Does $0 < x < 0$ imply $x =0$?

Solution 1:

A false proposition implies any other proposition, so given the assumption on the left of 2),3), or 4), which are each false for any real $x,$ one could put any statement after "implies" in these and the overall statement would hold.

Here's a made-up example where a proof could use e.g. claim d) during the proof. The overall goal of the proof would be to show under certain hypotheses that $x=0.$ Suppose somehow the proof split into case A and case B, and that in treating case A one could show each of $x \le 0$ and $0 \le x.$ Here the use of a), namely $0 \le x \le 0$ implies $x=0,$ would suffice and finish case A in a mathematically sound way. On the other hand suppose in case B one could show each of $x<0$ and $0<x,$ thus arriving at the left side $0<x<0$ of claim d). Though it is logically correct to conclude here that again $x=0,$ since $0<x<0$ is false, in my opinion a better mathematical write-up of case B would be, once having arrived at the two statements $x<0$ and $0<x,$ just to say something like "thus case B cannot arise after all" or "so case B is contradictory".

I myself haven't seen a proof by a good mathematical expositor which used anything like claims b), c), or d) during the argument; as outlined in the above made-up proof scenario such proofs would just say such things as "this case does not arise" at the appropriate times.

Solution 2:

$A\implies B$ means ($B$ or (not $A$)).

Let $A:0<x<0$ and $B:x=0$.

$A$ is false, therefore $not(A)$ is true. Thus $A\implies B$ is true.

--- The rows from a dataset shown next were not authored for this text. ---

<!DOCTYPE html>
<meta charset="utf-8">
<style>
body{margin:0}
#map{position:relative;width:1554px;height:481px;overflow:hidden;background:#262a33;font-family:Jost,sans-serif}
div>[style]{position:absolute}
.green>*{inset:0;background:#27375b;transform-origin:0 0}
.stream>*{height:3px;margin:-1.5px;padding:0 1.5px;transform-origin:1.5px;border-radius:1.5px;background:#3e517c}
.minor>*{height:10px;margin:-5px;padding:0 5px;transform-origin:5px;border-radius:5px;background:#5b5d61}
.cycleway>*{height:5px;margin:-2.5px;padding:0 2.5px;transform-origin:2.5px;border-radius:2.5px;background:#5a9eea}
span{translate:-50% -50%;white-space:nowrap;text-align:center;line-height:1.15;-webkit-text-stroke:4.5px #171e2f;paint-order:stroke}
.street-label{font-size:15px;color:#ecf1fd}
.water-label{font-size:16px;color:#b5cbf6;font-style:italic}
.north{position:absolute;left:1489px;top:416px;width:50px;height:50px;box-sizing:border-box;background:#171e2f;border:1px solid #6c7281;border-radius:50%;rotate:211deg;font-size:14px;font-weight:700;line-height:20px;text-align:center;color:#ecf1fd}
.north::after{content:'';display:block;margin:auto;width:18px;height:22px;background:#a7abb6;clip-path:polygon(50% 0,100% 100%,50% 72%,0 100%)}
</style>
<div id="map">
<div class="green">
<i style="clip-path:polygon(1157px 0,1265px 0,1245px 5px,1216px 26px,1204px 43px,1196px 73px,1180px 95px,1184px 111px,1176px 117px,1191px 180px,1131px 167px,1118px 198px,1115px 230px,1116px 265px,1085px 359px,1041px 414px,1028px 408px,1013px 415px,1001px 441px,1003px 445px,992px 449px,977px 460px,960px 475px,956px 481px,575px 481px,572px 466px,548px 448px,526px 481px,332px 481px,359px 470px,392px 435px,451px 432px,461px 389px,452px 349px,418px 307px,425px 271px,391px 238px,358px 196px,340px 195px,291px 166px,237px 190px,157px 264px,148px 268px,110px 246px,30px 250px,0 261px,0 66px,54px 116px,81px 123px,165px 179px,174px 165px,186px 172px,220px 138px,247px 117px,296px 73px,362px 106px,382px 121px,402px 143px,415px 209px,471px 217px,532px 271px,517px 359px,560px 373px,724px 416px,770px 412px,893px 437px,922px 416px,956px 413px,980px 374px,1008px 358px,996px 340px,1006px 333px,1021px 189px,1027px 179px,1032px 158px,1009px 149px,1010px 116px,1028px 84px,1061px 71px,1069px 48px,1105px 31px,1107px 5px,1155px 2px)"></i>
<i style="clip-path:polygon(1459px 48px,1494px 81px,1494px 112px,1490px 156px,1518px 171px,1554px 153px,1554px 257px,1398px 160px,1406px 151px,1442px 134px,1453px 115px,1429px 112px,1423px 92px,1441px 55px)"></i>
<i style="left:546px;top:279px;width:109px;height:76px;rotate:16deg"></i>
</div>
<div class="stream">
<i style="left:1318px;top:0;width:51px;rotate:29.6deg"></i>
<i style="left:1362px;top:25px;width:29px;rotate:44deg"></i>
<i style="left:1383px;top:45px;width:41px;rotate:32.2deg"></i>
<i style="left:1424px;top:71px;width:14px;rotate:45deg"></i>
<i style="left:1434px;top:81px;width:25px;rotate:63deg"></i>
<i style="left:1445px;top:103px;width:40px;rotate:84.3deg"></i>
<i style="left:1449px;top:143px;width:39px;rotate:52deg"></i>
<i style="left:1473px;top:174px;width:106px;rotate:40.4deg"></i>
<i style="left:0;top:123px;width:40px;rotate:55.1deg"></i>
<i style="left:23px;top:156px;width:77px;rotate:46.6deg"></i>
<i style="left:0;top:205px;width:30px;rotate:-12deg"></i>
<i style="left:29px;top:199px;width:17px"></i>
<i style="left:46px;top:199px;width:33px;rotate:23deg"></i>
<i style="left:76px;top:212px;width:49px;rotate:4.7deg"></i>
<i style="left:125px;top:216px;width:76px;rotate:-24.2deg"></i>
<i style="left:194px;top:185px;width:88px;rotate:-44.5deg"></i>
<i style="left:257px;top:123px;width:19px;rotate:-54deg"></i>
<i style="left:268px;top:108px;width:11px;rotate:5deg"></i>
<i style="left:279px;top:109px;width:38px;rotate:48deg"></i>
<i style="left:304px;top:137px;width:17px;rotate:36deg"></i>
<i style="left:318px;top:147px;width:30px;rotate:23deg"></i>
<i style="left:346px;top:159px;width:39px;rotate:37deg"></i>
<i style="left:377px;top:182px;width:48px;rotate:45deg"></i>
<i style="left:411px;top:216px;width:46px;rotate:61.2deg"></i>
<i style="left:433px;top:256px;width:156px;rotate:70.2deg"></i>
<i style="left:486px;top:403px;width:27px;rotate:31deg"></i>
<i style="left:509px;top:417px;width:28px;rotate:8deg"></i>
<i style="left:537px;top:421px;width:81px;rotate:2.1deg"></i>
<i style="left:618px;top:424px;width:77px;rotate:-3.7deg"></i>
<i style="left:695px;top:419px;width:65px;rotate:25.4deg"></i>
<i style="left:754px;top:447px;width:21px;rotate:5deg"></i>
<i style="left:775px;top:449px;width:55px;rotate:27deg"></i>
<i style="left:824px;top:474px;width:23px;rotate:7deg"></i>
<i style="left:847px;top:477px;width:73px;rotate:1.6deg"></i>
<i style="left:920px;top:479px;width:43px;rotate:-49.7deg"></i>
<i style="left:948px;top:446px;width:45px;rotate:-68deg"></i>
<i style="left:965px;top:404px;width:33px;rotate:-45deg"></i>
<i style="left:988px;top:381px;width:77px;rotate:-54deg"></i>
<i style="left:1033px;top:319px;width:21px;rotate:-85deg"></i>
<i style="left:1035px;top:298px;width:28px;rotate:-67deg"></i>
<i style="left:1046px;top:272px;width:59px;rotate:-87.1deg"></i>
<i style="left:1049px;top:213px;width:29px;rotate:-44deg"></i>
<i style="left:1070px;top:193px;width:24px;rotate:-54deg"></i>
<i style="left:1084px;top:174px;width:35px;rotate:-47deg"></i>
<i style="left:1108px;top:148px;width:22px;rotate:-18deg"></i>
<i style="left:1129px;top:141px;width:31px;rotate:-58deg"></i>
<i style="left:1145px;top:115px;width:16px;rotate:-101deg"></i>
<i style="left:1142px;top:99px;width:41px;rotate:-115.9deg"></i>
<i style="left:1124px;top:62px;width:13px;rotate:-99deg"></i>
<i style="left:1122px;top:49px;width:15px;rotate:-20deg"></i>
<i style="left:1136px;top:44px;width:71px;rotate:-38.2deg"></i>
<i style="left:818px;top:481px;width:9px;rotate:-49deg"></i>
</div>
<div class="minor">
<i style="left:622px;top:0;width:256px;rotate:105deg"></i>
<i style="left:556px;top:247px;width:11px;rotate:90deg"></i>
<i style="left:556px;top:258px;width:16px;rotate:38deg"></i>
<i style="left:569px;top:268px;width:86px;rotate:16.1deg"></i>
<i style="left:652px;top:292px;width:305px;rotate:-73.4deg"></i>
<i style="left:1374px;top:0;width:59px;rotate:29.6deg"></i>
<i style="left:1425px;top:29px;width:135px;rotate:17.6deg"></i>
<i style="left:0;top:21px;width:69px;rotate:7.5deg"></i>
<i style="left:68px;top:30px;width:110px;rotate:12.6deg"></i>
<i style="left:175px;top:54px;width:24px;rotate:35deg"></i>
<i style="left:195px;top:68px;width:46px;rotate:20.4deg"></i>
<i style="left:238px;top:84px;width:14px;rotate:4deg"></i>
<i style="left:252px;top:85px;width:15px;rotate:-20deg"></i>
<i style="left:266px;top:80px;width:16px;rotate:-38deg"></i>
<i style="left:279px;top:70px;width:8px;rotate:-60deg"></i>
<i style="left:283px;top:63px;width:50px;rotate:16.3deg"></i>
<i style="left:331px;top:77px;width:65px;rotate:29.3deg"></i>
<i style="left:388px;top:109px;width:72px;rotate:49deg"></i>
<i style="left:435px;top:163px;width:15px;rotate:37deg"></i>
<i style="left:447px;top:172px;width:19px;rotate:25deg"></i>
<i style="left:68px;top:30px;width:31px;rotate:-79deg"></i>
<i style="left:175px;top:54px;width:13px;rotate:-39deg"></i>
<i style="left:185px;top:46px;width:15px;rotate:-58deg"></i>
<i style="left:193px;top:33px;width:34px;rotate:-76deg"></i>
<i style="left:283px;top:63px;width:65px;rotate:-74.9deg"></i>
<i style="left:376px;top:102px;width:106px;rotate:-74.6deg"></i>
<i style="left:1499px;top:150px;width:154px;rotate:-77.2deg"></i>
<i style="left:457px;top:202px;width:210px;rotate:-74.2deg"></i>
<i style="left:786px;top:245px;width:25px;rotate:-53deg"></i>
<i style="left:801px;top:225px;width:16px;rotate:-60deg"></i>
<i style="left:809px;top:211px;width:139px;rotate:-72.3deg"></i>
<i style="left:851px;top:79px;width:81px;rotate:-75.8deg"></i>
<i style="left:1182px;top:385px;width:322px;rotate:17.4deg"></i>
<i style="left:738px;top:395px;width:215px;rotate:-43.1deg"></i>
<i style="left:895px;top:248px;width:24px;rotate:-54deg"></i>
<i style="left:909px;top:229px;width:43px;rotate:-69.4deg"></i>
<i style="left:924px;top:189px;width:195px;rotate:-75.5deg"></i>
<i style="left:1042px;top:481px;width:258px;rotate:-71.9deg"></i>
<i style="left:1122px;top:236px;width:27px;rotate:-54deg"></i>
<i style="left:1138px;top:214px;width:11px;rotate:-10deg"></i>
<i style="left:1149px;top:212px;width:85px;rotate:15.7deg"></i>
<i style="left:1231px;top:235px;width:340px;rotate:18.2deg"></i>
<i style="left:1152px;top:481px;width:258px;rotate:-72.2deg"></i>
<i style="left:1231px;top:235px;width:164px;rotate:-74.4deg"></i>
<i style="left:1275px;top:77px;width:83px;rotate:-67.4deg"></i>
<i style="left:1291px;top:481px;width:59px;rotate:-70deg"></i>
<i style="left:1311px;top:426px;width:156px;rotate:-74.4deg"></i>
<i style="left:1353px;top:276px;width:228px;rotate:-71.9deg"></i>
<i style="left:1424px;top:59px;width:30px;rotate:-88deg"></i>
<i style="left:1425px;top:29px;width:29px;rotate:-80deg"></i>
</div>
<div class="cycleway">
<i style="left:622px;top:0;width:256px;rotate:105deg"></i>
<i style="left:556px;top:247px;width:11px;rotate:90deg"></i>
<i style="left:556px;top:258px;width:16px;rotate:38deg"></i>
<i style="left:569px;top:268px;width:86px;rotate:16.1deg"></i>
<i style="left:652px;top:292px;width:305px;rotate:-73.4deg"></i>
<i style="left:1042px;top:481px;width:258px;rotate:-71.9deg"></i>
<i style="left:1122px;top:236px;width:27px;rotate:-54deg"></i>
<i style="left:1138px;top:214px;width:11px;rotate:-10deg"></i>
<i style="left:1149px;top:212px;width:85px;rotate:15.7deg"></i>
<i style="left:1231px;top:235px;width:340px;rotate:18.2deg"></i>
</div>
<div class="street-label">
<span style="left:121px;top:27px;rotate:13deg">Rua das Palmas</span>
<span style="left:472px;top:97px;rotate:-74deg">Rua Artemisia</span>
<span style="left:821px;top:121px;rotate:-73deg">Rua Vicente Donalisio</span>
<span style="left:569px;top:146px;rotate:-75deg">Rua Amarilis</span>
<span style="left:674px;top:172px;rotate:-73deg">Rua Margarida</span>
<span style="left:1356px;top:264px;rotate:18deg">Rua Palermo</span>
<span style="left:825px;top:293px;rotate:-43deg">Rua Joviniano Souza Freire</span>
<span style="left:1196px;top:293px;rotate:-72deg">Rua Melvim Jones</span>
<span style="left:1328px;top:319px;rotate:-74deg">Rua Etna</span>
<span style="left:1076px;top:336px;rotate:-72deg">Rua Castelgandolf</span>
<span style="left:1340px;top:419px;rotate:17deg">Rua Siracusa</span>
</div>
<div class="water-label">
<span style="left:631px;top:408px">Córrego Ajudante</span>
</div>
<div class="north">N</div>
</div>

See https://en.wikipedia.org/wiki/Vacuous_truth .

Solution 3:

Please bear with me as a layman... but I'll try to explain why I was puzzled (and perhaps also why the OP was puzzled).

The other answers are correct if we assume that the natural language term "implies" used by the teacher as cited by the OP means the logical operation implication, or $\implies$.

That is probably what the teacher, tongue in cheek, indeed meant. What I, at first, understood though was that the first statement defines a set, and the second statement is about that set:

Let $\mathbb{M} = \{x | x \in \mathbb{R}, 0 \lt x \lt 0\}$; then $\mathbb{M} = \{0\}$.

Perhaps the proper notation would be

$\{x | x \in \mathbb{R}, 0 \lt x \lt 0\} = \{0\}$.

That's trivially wrong, hence the confusion.

What the professor meant was probably that the following statements are all true (given that $0\lt x \lt 0$ is always false, we can simply substitute $\bot$):

$\bot \implies x = 0$, or
$\bot \implies x \ne 0$, or
$\bot \implies y=42$,
or anything else.

(I'm not sure whether one can use $\bot$ that way; I may be too influenced by programming.)

Solution 4:

You gave the right answer when you mentioned that "the antecedent if always false". You need to come back to the fact that, in logic, $p \rightarrow q$ is true if and only if $q$ is true or the negation of $p$ is true. In (2), (3) and (4), $p$ is false and hence $p \rightarrow q$ is true.

Solution 5:

First of all, I disagree these are axioms. What the axioms of set theory, the real numbers, the integers, etc. are can have discrepancies from textbook to textbook, person to person, etc., but axioms should not be taken to mean "a list of obvious properties and I can't be bothered to prove them."

A constructive way to push back against your professor would be to ask him/her for the complete list of axioms they are using. The list should be, well, complete. It shouldn't sprawl. It might include these and omit some other properties I personally think of as axioms.

Next, the first is true and that should make sense by itself.

The next three are vacuously true. They all boil down to "if <some false statement> then <any statement>" which is always true. This is called being vacuously true. $0 < x < 0$ is false for any $x$, so "if $x$ is a real number such that $0 < x < 0, \text{ then }1 = 2$" is a true statement.

Vacuously true statements are considered logically valid but not logically sound.

You can think of it this way: if you ask "for all $x$, if $0 < x < 0$, then $x = 1$ and $x = 7$ at the same time." This is true - you certainly can't find any $x$ satisfying $0 < x < 0$, so there are no counterexamples!